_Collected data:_
○ ○ ○ ○ ○ ○ ○
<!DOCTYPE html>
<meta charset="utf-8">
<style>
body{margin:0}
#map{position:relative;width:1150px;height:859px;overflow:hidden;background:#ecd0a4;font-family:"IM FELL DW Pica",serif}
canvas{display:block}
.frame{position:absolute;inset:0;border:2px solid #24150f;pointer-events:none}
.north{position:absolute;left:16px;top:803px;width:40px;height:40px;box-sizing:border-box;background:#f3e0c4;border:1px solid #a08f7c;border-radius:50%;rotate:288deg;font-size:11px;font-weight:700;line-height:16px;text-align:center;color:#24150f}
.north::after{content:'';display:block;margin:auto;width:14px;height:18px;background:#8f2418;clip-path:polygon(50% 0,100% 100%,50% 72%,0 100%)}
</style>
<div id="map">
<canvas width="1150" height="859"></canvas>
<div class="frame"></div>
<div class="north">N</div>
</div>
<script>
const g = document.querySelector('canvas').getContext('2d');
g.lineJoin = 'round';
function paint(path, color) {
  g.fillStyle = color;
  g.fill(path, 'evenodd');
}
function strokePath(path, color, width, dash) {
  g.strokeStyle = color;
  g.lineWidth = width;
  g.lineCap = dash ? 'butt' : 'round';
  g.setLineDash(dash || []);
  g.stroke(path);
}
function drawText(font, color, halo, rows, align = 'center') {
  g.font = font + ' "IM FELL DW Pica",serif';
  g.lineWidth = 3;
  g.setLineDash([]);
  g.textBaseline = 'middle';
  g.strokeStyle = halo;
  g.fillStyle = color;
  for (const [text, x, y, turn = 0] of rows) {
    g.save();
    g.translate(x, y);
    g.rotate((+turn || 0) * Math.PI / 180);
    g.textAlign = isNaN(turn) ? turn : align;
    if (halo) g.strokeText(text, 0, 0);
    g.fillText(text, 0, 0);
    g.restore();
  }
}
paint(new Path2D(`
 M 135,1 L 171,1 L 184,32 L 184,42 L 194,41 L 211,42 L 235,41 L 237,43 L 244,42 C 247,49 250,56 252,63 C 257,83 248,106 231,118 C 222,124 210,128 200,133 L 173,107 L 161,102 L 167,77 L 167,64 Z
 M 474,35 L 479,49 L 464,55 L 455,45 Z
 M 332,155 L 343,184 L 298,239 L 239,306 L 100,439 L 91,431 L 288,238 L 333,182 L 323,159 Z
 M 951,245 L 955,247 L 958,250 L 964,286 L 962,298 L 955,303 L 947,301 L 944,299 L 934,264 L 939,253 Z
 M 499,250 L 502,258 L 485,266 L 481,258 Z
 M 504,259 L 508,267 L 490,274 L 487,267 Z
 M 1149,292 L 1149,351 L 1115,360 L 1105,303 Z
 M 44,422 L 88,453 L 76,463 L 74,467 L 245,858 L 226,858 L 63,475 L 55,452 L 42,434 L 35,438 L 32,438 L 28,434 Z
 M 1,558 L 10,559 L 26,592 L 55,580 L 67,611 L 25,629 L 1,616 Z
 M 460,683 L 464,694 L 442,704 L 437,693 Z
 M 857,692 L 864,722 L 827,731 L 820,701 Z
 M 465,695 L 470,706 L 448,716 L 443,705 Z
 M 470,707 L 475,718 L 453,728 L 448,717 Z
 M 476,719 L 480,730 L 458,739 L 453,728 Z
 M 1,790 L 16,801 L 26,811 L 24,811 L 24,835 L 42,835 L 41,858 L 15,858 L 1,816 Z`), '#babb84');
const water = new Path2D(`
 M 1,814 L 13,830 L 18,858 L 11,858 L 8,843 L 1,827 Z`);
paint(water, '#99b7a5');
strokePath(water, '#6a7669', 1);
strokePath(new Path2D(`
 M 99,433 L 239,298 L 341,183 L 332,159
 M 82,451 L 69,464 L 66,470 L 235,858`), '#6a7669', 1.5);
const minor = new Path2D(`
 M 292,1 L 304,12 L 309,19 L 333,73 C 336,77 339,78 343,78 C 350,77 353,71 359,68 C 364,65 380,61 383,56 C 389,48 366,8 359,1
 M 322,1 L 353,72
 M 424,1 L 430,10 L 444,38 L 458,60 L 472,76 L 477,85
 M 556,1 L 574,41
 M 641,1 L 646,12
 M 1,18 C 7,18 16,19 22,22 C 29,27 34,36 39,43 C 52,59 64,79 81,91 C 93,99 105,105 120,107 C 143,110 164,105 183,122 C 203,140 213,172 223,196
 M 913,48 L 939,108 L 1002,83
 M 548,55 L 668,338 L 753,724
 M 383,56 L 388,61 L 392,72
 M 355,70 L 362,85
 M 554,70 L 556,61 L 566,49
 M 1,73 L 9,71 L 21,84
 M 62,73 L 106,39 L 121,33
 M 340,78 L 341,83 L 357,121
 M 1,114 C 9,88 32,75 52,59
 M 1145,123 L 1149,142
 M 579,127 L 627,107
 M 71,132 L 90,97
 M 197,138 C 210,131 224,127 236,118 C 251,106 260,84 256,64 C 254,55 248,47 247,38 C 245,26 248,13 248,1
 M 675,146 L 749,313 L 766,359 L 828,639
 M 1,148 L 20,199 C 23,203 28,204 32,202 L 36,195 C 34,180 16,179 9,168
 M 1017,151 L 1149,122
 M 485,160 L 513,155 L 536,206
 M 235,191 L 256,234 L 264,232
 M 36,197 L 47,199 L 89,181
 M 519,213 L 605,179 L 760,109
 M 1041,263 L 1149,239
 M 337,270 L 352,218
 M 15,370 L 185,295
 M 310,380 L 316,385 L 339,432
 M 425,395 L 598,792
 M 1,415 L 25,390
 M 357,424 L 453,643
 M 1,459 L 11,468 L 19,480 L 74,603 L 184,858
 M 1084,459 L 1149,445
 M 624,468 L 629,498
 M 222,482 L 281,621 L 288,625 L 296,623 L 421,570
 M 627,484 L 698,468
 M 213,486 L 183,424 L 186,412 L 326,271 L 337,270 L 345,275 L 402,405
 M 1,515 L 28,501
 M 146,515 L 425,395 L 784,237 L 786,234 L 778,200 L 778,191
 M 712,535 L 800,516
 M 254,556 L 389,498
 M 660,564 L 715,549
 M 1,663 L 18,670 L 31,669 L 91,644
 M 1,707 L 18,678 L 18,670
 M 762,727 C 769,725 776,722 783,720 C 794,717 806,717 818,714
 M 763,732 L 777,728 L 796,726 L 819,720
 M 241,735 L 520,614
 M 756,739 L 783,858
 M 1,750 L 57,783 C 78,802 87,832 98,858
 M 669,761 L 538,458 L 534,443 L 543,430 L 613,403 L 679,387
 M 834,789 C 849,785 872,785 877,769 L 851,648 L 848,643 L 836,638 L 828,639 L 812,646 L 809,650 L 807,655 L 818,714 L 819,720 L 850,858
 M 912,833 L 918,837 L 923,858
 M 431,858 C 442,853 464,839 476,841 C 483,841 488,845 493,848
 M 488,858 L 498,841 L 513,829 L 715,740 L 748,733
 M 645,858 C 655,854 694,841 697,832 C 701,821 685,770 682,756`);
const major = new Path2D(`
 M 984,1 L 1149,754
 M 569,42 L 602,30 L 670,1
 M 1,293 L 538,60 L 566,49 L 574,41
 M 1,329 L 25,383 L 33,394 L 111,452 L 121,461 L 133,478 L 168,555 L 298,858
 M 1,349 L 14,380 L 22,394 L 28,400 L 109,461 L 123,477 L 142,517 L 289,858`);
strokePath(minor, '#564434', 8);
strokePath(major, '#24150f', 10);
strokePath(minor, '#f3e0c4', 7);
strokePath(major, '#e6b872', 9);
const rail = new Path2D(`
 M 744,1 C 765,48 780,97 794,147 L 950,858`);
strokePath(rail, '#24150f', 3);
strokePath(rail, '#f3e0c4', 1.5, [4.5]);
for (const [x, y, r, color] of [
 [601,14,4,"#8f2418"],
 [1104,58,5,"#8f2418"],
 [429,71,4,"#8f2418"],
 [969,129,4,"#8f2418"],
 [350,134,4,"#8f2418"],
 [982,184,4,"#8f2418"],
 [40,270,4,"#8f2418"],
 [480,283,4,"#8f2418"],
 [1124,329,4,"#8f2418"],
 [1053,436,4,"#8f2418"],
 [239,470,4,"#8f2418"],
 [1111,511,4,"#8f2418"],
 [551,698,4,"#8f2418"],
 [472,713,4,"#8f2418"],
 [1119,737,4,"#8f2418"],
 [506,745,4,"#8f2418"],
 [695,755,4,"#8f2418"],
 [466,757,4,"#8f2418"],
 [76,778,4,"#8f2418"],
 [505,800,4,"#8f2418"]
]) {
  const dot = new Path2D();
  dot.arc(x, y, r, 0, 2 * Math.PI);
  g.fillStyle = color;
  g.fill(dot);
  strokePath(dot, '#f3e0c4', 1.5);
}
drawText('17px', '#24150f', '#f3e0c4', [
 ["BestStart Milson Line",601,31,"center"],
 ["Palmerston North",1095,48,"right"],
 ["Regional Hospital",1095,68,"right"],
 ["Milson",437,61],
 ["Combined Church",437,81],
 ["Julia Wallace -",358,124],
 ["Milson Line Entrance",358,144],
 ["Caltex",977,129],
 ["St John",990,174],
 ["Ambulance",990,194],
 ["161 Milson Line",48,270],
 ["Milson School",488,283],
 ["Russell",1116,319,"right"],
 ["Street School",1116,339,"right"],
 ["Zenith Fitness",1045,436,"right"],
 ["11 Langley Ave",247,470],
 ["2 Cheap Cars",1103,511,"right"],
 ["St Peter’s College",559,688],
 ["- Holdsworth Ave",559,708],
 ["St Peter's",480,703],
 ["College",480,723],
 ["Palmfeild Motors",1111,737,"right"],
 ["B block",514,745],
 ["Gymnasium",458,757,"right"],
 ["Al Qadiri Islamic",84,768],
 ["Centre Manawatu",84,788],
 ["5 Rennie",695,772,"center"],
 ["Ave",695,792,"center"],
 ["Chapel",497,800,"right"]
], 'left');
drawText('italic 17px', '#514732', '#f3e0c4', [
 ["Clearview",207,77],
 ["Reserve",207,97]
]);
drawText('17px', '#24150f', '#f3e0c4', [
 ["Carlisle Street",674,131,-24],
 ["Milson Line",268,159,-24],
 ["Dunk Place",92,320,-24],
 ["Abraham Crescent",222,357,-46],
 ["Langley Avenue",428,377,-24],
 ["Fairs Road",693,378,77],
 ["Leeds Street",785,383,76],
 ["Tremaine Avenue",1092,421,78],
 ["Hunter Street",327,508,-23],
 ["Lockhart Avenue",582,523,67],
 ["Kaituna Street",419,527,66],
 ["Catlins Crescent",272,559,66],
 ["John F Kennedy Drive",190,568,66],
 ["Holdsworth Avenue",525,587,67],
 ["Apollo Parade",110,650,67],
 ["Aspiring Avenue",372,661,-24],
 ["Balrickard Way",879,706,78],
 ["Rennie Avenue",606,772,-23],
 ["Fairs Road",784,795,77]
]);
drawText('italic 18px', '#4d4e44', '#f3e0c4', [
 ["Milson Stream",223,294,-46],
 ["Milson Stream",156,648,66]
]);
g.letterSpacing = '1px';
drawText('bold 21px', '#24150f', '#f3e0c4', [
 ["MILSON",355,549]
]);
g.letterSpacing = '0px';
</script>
○ ○ ○ ○ ○ ○ ○
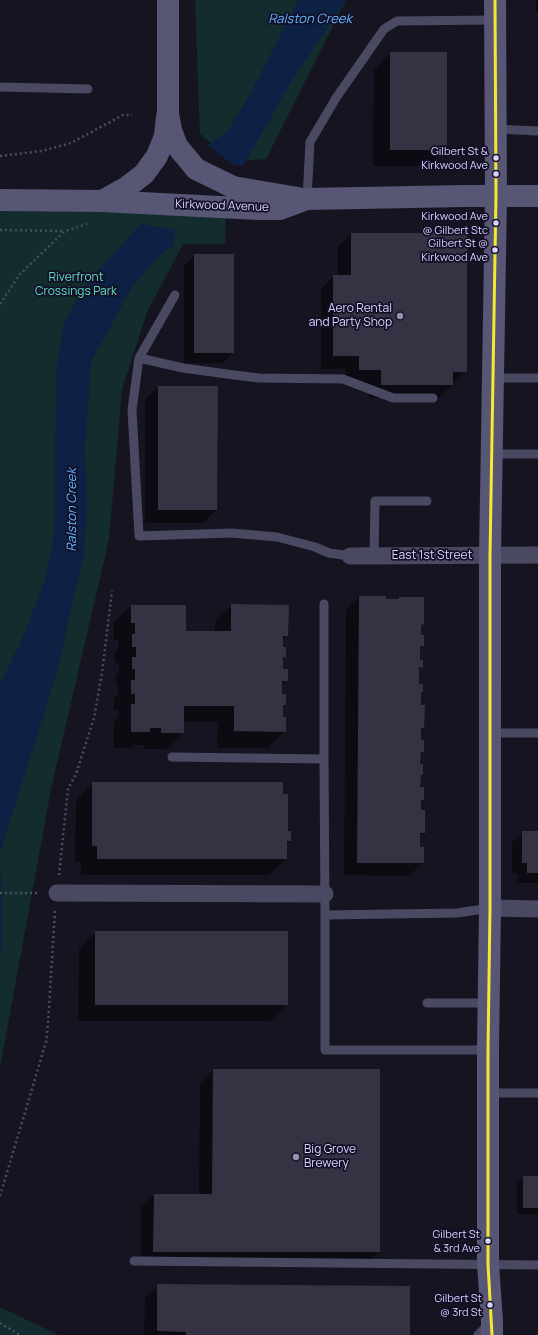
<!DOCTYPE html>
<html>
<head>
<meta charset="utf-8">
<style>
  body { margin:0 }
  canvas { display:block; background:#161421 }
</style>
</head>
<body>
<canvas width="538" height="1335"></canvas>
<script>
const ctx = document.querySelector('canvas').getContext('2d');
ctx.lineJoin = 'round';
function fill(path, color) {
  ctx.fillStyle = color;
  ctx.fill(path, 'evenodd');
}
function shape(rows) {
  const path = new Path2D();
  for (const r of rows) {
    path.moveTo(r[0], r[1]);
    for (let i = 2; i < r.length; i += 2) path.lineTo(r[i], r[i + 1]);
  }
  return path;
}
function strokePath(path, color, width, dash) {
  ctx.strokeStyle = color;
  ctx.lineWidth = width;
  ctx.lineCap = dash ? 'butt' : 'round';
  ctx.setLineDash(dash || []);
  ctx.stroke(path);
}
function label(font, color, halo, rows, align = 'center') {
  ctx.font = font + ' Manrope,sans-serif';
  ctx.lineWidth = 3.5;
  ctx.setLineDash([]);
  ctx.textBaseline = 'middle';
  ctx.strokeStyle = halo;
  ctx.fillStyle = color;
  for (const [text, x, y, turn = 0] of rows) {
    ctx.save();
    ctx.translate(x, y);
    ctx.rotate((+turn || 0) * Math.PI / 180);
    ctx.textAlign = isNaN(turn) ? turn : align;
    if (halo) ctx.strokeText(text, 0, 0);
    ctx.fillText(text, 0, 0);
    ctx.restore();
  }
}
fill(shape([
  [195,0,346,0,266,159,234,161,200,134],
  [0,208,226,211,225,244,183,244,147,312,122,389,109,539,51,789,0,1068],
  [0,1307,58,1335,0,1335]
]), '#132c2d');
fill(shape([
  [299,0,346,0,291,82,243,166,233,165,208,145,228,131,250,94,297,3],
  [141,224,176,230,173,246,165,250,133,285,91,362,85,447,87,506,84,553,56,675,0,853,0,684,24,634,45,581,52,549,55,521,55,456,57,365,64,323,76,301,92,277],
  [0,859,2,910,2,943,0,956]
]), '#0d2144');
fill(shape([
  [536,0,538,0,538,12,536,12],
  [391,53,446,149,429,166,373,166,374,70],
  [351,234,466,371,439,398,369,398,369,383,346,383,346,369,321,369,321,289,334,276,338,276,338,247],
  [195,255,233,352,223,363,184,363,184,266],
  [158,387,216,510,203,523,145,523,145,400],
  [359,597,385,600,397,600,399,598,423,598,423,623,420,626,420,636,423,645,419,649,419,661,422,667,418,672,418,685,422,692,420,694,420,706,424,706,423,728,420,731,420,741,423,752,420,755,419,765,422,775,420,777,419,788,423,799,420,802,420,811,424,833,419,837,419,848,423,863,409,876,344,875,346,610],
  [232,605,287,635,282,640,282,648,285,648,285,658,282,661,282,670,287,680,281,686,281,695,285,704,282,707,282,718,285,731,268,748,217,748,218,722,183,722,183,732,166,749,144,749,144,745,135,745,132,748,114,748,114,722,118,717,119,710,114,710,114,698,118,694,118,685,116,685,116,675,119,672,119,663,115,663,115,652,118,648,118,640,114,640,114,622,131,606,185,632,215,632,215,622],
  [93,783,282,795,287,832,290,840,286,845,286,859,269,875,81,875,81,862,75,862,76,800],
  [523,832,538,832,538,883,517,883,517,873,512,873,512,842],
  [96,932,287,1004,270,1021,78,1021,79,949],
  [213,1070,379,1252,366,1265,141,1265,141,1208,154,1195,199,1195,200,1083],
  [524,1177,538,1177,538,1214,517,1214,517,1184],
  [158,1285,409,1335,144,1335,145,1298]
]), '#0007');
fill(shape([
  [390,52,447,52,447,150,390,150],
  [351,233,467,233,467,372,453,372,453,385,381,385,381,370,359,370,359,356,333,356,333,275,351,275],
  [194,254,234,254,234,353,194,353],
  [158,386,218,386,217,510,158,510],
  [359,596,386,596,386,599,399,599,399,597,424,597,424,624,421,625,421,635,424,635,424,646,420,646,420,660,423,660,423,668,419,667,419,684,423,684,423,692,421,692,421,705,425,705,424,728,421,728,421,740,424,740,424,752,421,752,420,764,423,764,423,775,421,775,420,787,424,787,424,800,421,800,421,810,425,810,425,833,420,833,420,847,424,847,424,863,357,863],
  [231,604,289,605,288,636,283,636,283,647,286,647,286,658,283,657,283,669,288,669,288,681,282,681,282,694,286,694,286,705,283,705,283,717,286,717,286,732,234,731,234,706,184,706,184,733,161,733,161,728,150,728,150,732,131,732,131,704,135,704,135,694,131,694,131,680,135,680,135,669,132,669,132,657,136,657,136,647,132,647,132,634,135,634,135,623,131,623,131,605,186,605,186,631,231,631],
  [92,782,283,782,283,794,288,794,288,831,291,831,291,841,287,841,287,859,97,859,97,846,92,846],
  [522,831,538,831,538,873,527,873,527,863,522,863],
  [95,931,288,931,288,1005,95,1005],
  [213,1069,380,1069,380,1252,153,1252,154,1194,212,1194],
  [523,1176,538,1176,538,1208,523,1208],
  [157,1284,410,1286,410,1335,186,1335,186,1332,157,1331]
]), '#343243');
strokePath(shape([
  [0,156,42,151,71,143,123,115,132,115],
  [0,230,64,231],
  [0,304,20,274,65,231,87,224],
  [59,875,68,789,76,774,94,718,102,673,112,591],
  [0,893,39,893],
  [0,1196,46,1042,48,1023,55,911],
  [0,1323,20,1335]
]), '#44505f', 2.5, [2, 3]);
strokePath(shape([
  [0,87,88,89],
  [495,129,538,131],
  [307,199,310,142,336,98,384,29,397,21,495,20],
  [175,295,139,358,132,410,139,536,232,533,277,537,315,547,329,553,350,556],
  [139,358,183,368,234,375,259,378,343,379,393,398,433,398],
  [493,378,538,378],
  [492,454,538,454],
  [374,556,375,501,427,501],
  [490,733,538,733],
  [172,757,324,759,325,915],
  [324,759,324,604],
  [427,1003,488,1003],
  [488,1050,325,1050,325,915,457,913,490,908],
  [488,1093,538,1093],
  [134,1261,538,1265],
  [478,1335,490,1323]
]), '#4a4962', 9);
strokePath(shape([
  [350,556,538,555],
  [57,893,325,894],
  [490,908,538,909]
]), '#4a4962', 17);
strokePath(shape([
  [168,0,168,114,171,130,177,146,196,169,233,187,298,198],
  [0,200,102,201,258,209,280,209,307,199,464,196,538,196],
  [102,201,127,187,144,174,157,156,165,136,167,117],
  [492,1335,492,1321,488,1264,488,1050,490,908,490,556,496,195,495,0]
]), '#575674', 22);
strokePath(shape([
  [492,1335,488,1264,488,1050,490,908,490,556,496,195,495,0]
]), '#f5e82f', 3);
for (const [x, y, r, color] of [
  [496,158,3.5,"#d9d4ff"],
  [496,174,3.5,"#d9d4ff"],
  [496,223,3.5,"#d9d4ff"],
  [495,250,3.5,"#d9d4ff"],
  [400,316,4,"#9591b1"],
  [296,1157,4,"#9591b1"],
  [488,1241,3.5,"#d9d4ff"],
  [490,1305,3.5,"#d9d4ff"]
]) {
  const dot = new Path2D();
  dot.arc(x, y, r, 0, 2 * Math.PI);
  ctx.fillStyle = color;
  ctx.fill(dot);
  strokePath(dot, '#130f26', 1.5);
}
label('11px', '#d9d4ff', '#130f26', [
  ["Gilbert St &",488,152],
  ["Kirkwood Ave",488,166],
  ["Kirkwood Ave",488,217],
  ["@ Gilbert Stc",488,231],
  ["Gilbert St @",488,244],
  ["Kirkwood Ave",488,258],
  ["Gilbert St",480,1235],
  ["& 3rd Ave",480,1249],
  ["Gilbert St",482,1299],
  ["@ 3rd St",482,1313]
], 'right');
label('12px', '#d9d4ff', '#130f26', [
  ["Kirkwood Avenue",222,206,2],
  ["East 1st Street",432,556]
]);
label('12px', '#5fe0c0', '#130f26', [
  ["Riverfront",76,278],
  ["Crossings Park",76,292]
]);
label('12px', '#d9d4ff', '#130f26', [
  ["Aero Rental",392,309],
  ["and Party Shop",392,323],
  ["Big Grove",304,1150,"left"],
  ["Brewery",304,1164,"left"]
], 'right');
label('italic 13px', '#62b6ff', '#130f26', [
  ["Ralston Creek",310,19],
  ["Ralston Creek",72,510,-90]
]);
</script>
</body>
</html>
○ ○ ○ ○ ○ ○ ○
_Work request:_ If a line of the data above contains "getContext", copy it out.

_Task output:_
const g = document.querySelector('canvas').getContext('2d');
const ctx = document.querySelector('canvas').getContext('2d');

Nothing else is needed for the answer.